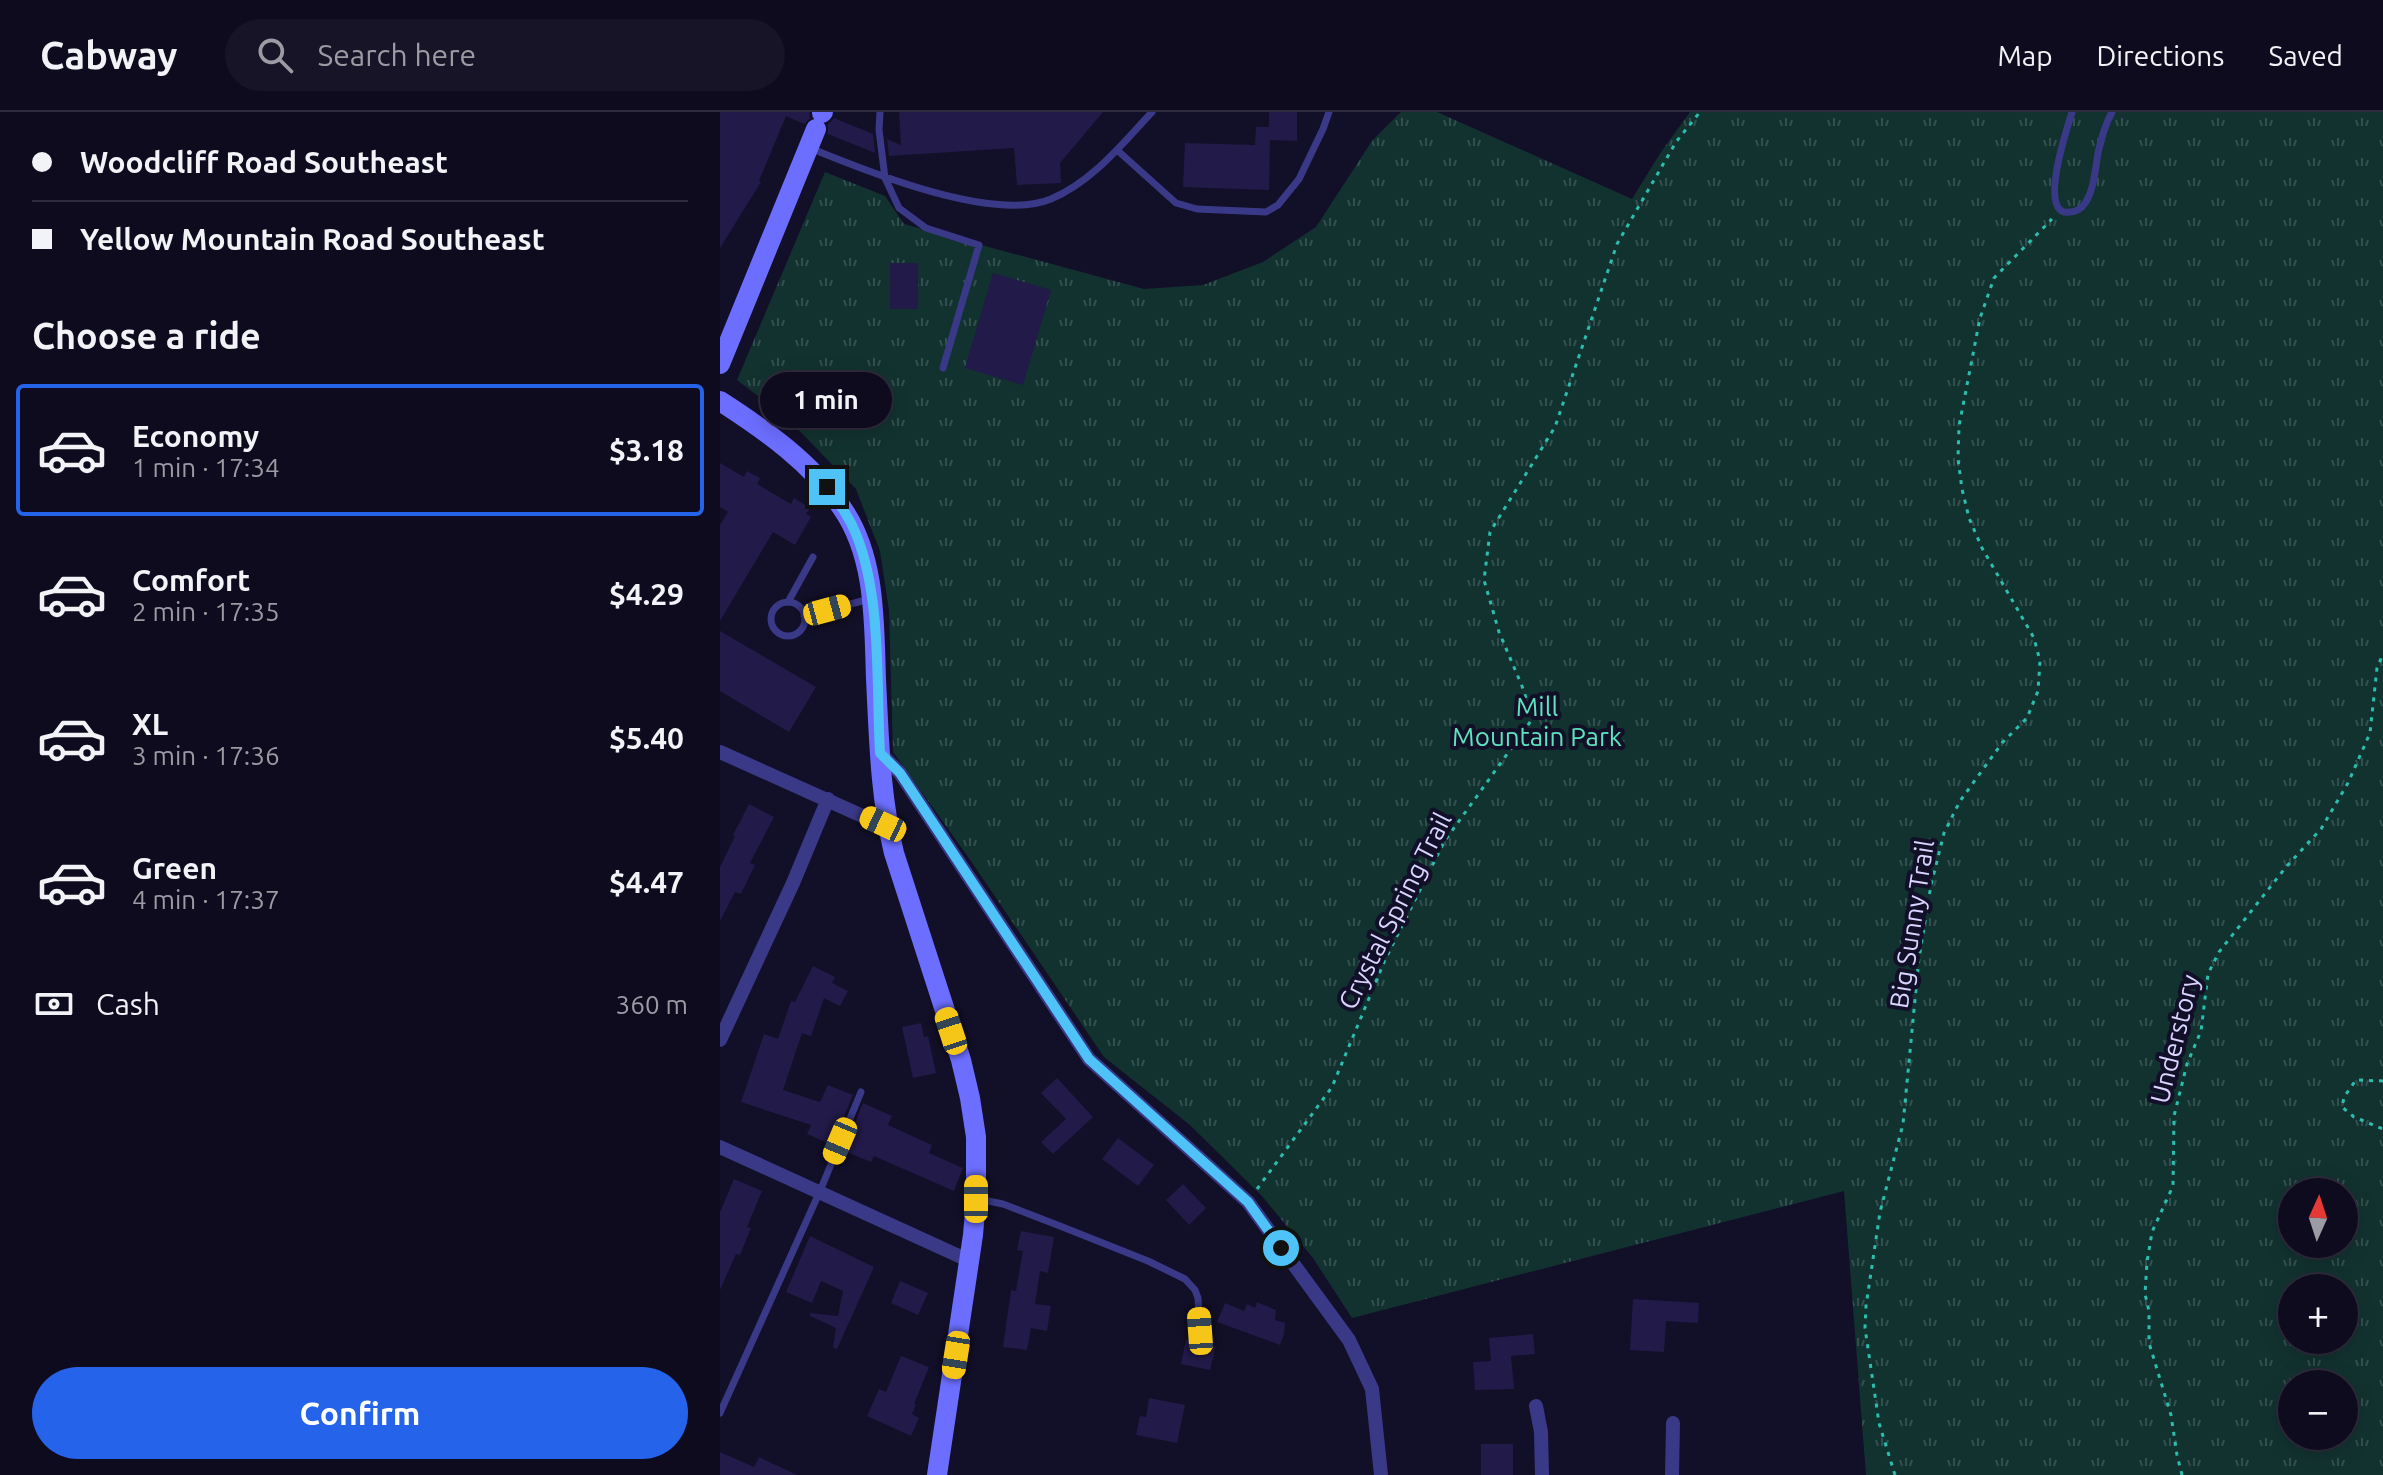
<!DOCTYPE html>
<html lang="en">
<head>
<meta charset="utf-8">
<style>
	body { margin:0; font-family:Ubuntu,sans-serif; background:#171427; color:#f1f3f6; height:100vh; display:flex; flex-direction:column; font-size:30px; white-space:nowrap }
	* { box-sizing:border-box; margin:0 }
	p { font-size:26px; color:#9b9ba4 }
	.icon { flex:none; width:44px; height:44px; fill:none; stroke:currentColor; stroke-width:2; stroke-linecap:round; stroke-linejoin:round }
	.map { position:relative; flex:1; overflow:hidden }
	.details { display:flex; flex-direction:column; background:#0e0b1e; width:720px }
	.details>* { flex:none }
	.banner { display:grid; align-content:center; height:176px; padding:0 32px; background:#0e0b1e }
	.needle { width:52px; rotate:3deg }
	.controls { position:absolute; left:1558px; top:1066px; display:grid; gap:16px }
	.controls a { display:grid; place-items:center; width:80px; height:80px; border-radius:50%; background:#0e0b1e; box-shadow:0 4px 20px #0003,0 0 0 2px #2e2b3c; font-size:40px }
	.end { position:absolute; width:36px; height:36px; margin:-18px; border:10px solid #4fc3f7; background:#111; box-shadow:0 0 0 4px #111 }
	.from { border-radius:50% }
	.bubble { position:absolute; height:56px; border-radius:28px; background:#0e0b1e; box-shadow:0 4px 20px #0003,0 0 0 2px #2e2b3c; font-size:26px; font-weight:700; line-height:56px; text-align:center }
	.car { position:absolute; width:24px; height:48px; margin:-24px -12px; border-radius:10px; box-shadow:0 0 6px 2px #0007; background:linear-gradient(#f5c518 24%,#345 0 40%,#f5c518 0 76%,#345 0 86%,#f5c518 0) }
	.banner b { display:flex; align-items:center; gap:28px; height:76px; font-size:30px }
	.banner b+b { border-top:2px solid #2e2b3c }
	.banner i { width:20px; height:20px; background:#f1f3f6 }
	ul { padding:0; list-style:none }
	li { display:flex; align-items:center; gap:24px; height:132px; margin:0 16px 12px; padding:0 16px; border:4px solid transparent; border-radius:8px }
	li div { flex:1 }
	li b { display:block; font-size:30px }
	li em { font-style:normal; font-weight:700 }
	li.active { border-color:#2563eb }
	li>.icon { width:72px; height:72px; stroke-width:1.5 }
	h2 { padding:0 32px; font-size:36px; line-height:96px }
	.pay { display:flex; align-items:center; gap:20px; height:88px; padding:0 32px; font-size:30px }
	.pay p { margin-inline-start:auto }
	.primary-button { display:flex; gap:16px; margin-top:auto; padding:16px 32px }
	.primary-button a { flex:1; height:92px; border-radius:48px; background:#2563eb; color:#fff; font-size:32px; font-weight:700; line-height:92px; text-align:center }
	header { display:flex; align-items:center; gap:48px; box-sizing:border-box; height:112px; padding:0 40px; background:#0e0b1e; border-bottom:2px solid #2e2b3c }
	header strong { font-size:38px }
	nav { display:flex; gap:44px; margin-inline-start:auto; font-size:28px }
	.search { width:560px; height:72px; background:#171427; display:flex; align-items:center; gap:20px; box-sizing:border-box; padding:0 28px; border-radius:44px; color:#9b9ba4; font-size:30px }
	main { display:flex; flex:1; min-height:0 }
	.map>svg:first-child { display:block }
	.park { fill:url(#park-tufts); fill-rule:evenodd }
	.building { fill:#221a49 }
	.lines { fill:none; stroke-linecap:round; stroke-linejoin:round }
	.path { stroke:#2cbdaf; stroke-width:3; stroke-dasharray:4 6; stroke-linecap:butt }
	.lane { stroke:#393988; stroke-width:7 }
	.street { stroke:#393988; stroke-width:14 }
	.secondary { stroke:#6c6eff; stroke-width:20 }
	.route { stroke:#4fc3f7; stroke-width:10 }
	.labels { text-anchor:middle; stroke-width:8; stroke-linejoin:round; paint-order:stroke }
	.park-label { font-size:26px; fill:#5de3bd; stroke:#120f28 }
	.street-label { font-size:26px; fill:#d9d5ff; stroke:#120f28 }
</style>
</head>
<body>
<header>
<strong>Cabway</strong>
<div class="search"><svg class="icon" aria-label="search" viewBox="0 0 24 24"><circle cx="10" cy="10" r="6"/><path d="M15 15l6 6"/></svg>Search here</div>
<nav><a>Map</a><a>Directions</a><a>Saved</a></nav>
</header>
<main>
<section class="details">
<div class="banner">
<b><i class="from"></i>Woodcliff Road Southeast</b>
<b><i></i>Yellow Mountain Road Southeast</b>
</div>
<h2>Choose a ride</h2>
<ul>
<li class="active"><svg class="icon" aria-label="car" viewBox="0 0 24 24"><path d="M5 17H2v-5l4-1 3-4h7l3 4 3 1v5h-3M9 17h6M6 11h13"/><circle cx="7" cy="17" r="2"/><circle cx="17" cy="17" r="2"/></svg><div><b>Economy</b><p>1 min · 17:34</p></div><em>$3.18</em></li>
<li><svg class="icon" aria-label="car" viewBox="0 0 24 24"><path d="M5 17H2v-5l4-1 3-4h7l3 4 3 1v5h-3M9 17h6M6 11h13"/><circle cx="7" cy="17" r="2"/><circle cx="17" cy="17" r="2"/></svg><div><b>Comfort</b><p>2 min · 17:35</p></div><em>$4.29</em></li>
<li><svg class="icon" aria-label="car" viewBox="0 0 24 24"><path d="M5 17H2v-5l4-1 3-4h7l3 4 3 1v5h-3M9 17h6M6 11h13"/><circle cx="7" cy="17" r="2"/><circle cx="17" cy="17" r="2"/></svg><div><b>XL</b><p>3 min · 17:36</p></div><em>$5.40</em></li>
<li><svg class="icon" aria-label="car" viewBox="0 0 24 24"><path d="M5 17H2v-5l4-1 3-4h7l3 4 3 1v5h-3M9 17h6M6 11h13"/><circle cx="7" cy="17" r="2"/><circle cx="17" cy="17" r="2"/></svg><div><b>Green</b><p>4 min · 17:37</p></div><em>$4.47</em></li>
</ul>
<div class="pay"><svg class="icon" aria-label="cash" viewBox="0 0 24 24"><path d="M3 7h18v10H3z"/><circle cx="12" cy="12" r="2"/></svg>Cash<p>360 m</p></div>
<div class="primary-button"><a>Confirm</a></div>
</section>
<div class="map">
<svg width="1663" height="1363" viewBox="0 0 1663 1363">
	<defs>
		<pattern id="park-tufts" width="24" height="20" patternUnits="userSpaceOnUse" patternTransform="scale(2)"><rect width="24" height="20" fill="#123230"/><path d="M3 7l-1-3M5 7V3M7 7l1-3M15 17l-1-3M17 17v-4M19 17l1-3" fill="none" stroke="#344f4f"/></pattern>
	</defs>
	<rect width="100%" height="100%" fill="#120f28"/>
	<path class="park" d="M681 0H717L912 87 941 40 970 0H1663V1363H1146L1124 1079 632 1206 593 1146 542 1084 470 1013 384 945 251 749 173 640 169 498 160 439 136 377 67 306 17 268 105 60 165 84 184 112 424 177 483 173 543 150 596 115 652 29ZM1572 1080H1624V1132H1572ZM1572 1176H1624V1228H1572ZM1572 1272H1624V1324H1572Z"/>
	<path class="building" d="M0 0H89L90 6 84 12 66 4 39 69 41 70 0 136Z
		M179 0H383L340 51 341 71 297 73 294 36 169 44 167 27 181 33Z
		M549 0H577V29L550 28 549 78 463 75 465 31 535 33 536 15H549Z
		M114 6 153 22 155 41 108 22V12Z
		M170 151H198V197H170Z
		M273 161 331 178 303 273 245 256Z
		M0 351 24 365 27 359 40 366 37 372 71 392 74 386 90 396 86 402 91 405 75 433 53 420 0 509V413L8 400 0 395Z
		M0 519 96 575 69 620 0 579Z
		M29 692 54 705 30 751 35 753 21 782 15 780 0 809V755L15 724 13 723Z
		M93 854 115 865 112 871 128 879 120 894 104 886 91 924 82 921 63 978 100 990 108 973 133 983 112 1033 87 1022 91 1013 21 990 44 922 58 927 71 889 75 890Z
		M201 911 204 925 208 924 216 961 193 966 182 915Z
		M337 966 373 1005 333 1042 321 1030 346 1007 321 981Z
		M143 991 172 1004 168 1013 212 1033 209 1041 243 1056 234 1079 154 1044 151 1050 124 1039Z
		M398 1026 434 1053 418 1074 382 1047Z
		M14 1067 42 1079 27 1115 31 1116 20 1143 16 1142 0 1178V1100Z
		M463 1072 486 1096 469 1113 446 1088Z
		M301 1119 334 1125 328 1161 320 1159 315 1192 331 1194 327 1219 311 1216 307 1238 283 1235 291 1178 296 1179 303 1139 297 1138Z
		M90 1124 154 1155 117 1237 113 1236 116 1216 90 1204V1201L118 1204 123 1179 101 1169 92 1191 66 1180Z
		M180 1169 208 1181 198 1203 171 1191Z
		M913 1187 979 1191 978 1211 946 1209 944 1240 910 1238Z
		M537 1190 556 1198 555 1208 565 1211 564 1222 560 1233 497 1210 505 1191 524 1199 527 1192 535 1196Z
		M813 1222 815 1242 791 1244 794 1277 755 1278 753 1250 771 1249 769 1226Z
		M466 1227 496 1234 490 1258 461 1252Z
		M181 1244 209 1255 194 1292 196 1293 192 1302 199 1306 191 1324 147 1304 159 1277 166 1280Z
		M429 1286 465 1293 457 1331 416 1323 420 1304 426 1305Z
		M761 1332H793V1363H761Z
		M0 1340 34 1355 39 1345 77 1363H0Z"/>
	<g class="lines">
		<path class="path" d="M1663 969 1636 968 1624 985 1622 995 1634 1005 1663 1017
			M537 1077 612 975 665 848 724 730 813 606 802 574 779 520 764 468 770 420 835 315 897 132 956 30 980 0
			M1175 1363 1159 1311 1145 1216 1146 1194 1160 1100 1183 1012 1199 846 1211 773 1224 721 1240 689 1282 631 1307 606 1318 579 1320 549 1314 526 1262 436 1249 406 1242 377 1238 347 1239 314 1260 206 1274 166 1332 107
			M1462 1363 1457 1343 1451 1303 1429 1231V1199L1425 1182 1427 1150 1432 1120 1453 1074 1454 1004 1467 952 1481 919 1488 862 1499 840 1566 755 1601 717 1628 671 1650 621 1657 556 1663 542"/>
		<path class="lane" d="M160 0 159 18 165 66 179 96 206 116 259 133 223 256
			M1352 0C1347 17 1321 93 1344 100 1350 101 1358 99 1362 95 1374 82 1375 58 1378 41 1381 27 1385 13 1392 0
			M90 36C146 59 273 111 331 87 372 70 402 32 432 0
			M397 38 456 91 477 97 546 100 558 93 579 67 603 17 609 0
			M68 490 93 445
			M51 507a17 17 0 1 1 34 0a17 17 0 1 1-34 0Z
			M84 504 150 487
			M258 1087 283 1092 340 1114 428 1149 465 1167 475 1178 478 1186 480 1219
			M0 1301 100 1079 141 980"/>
		<path class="street" d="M0 640 167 715
			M160 641 180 661 369 947 528 1090 629 1228 652 1277 661 1363
			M0 928 73 771 108 687
			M0 1035 250 1149
			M816 1294 821 1320 822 1363
			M952 1363 953 1311"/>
		<path class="secondary" d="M102 1 103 0
			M0 252 96 17
			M0 289C45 318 92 351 122 396 156 445 154 510 156 567 159 626 160 684 174 741L241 948 250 986 256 1025V1087L253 1123 217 1363"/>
	</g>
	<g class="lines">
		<path class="route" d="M107 375C118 390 129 404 136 422 162 486 156 571 160 641L180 661 369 947 528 1090 561 1136"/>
	</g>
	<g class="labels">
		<g class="park-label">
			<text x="817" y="604">Mill<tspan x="817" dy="30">Mountain Park</tspan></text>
		</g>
		<g class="street-label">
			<text transform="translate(675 799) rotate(-63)" y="9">Crystal Spring Trail</text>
			<text transform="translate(1192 812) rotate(-81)" y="9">Big Sunny Trail</text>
			<text transform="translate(1455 927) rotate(-76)" y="9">Understory</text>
		</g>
	</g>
</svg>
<div class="controls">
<a><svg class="needle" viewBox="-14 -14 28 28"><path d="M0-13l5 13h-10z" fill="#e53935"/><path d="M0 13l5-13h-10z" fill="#9b9ba4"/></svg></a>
<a>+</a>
<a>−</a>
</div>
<i class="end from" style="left:561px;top:1136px"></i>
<i class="end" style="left:107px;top:375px"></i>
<div class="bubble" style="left:40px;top:260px;width:132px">1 min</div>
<i class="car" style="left:107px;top:498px;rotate:75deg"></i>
<i class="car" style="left:163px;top:712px;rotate:295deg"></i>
<i class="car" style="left:231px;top:919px;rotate:342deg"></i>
<i class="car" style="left:120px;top:1029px;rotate:203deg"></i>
<i class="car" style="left:256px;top:1087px;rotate:0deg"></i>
<i class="car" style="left:480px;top:1219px;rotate:356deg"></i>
<i class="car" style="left:236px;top:1243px;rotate:189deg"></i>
</div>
</main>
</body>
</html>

WORK TO COMPLETE
Which lines above contain the word "linecap"? Copy each of them.

REPLY TO THE TASK
	.icon { flex:none; width:44px; height:44px; fill:none; stroke:currentColor; stroke-width:2; stroke-linecap:round; stroke-linejoin:round }
	.lines { fill:none; stroke-linecap:round; stroke-linejoin:round }
	.path { stroke:#2cbdaf; stroke-width:3; stroke-dasharray:4 6; stroke-linecap:butt }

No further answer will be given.